François Sauvadet : « Encore une fois, monsieur Rebsamen, le Conseil départemental n'a pas vocation à devenir le banquier de la Ville de Dijon »

Le Président du conseil départemental de Côte d’Or, François Sauvadet, a réagi ce dimanche dans un communiqué à une interview de François Rebsamen donnée ce week-end dans le Bien Public.

5 novembre 2018 à 6h40 par la rédaction

K6 FM
Crédit: K6FM

« J'ai lu avec attention l'interview de François Rebsamen sur la Cité de la Gastronomie dans le Bien Public du jour. Je suis une nouvelle fois surpris par les déclarations du maire de Dijon. Et je veux rétablir quelques vérités. Car des contre-vérités ne deviennent pas la vérité même si elles sont assénées à longueur d'entretiens. Des contre-vérités ne font pas une politique.

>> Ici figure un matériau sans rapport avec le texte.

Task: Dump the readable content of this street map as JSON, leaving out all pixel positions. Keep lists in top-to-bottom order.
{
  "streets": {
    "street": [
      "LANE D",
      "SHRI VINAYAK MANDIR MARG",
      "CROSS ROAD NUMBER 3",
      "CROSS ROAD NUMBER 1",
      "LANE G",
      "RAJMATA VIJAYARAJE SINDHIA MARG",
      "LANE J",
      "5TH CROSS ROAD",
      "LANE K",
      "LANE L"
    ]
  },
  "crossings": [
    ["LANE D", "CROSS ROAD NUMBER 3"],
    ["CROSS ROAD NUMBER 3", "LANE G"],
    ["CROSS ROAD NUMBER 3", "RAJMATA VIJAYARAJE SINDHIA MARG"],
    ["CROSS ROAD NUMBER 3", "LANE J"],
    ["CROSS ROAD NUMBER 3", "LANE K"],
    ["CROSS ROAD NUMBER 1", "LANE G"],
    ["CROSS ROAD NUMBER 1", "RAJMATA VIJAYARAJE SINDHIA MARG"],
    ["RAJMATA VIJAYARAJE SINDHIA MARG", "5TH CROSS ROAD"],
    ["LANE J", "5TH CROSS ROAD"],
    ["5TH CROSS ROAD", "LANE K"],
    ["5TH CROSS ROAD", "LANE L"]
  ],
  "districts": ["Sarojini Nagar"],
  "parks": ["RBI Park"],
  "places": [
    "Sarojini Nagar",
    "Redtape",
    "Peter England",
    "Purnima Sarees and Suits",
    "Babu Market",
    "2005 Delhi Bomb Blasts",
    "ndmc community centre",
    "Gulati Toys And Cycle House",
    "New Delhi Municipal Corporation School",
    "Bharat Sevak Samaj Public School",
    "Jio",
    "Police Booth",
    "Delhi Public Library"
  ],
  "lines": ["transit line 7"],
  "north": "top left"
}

Ainsi, dans le contrat de revitalisation de la BA102, le Préfet avait inscrit d'office la somme de 3 millions d'euros sans même que ce montant ait été discuté avec les services du Conseil départemental. Je n'ai pas signé ce contrat. Et là, je découvre que Monsieur Rebsamen revient à la charge avec le même procédé : il a fait voter par le Conseil municipal de Dijon, sans aucune concertation, une délibération enjoignant le Département à subventionner l'association de la Cité de la gastronomie à hauteur de 3 millions d'euros. Sans même m'en parler et sans qu'un projet concret ait été défini pour valoriser les filières de Côte-d'Or.

Je l'ai déjà dit à plusieurs reprises et je le redis ici : le Département de la Côte-d'Or n'a pas vocation à être le banquier de la Ville de Dijon. Il a vocation à soutenir des projets dans l'intérêt de tous les Côte-d'Oriens.

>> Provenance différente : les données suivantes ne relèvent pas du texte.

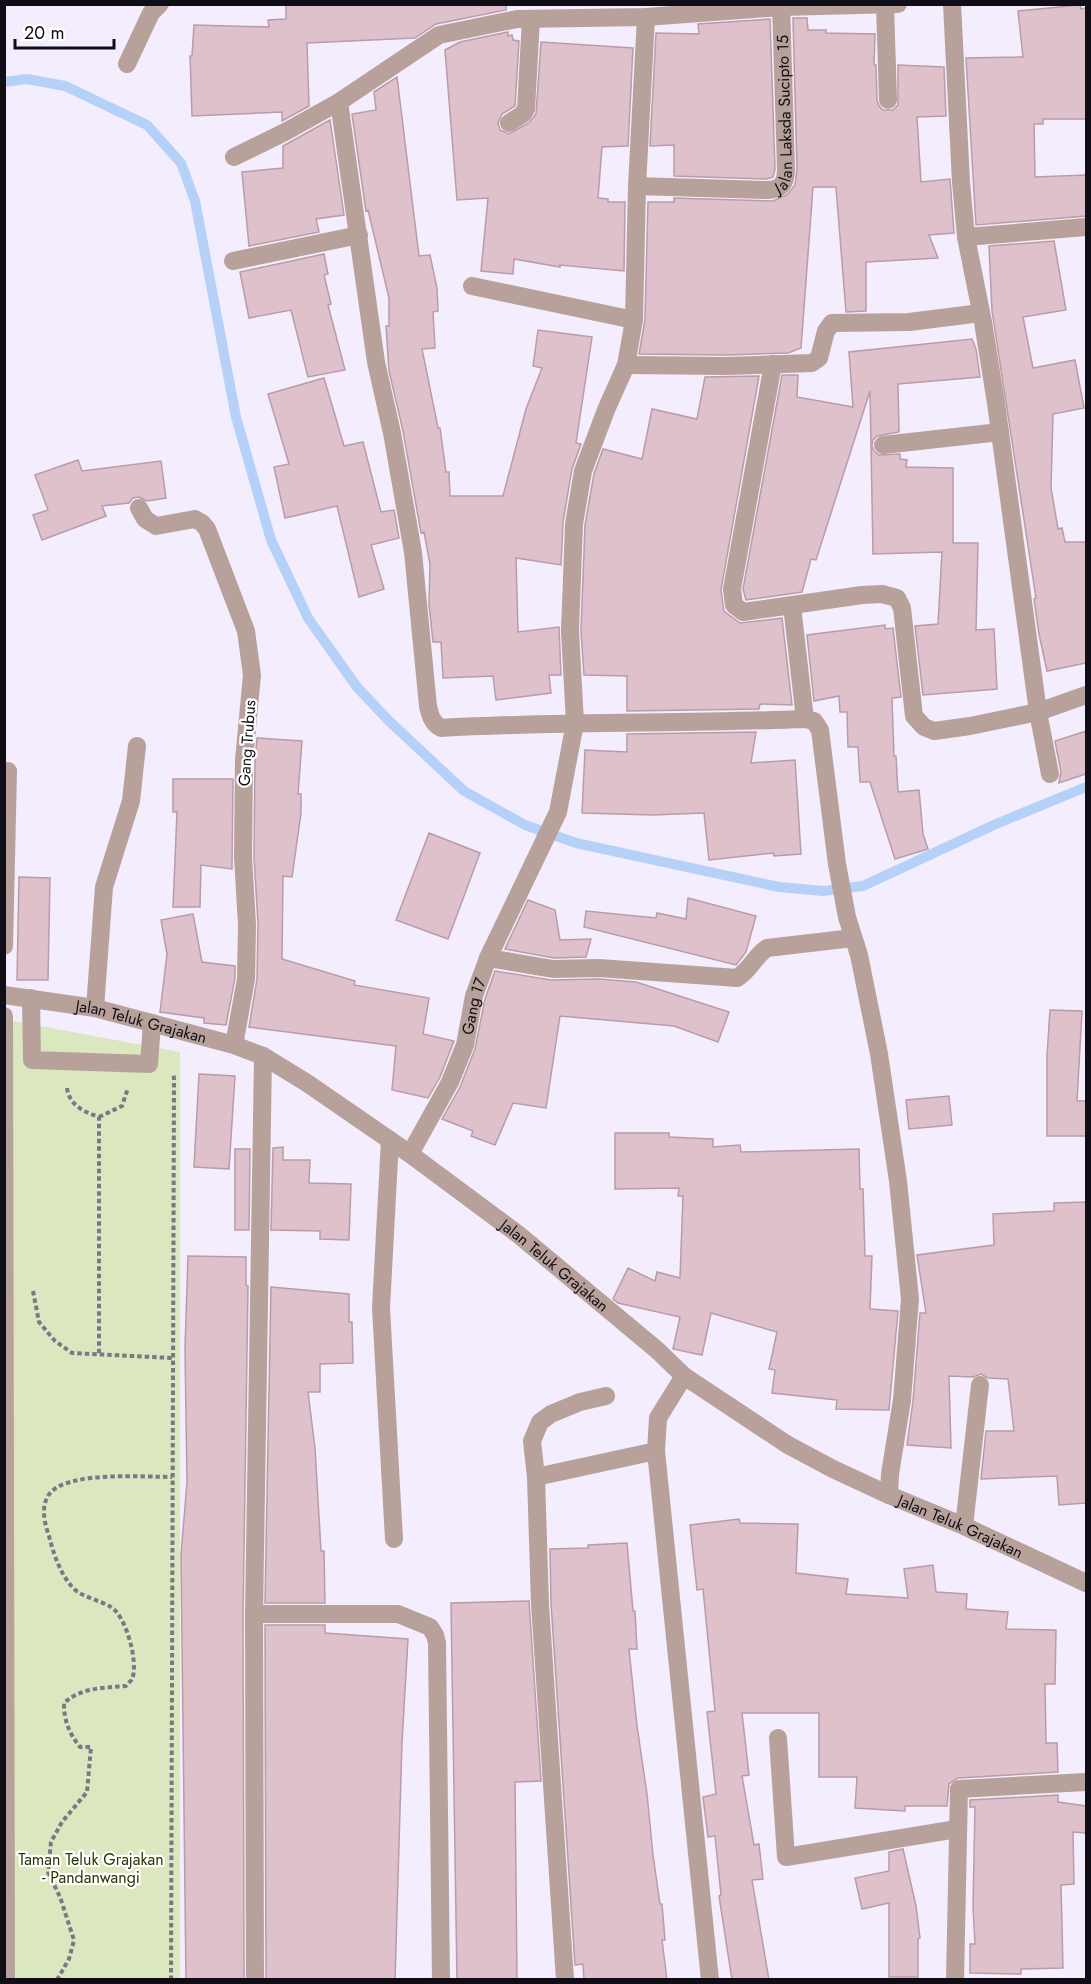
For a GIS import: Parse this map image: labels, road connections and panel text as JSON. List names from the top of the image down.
{
  "streets": {
    "street": [
      "Jalan Laksda Sucipto 15",
      "Gang Trubus",
      "Gang 17",
      "Jalan Teluk Grajakan"
    ]
  },
  "crossings": [
    ["Jalan Laksda Sucipto 15", "Gang 17"],
    ["Gang Trubus", "Jalan Teluk Grajakan"],
    ["Gang 17", "Jalan Teluk Grajakan"]
  ],
  "parks": ["Taman Teluk Grajakan - Pandanwangi"],
  "scale_bar": "20 m"
}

Depuis le début, j'ai dit que je ne financerai la Cité de la gastronomie que si la Côte-d'Or dispose d'un espace clairement identifié. Un espace que le Département est prêt à acquérir pour promouvoir nos chefs, nos producteurs, nos filières dans un projet partagé. C'est extrêmement clair ! Et quand je dis cela, on me répond Bourgogne-Franche-Comté. Eh bien que la Région finance davantage alors.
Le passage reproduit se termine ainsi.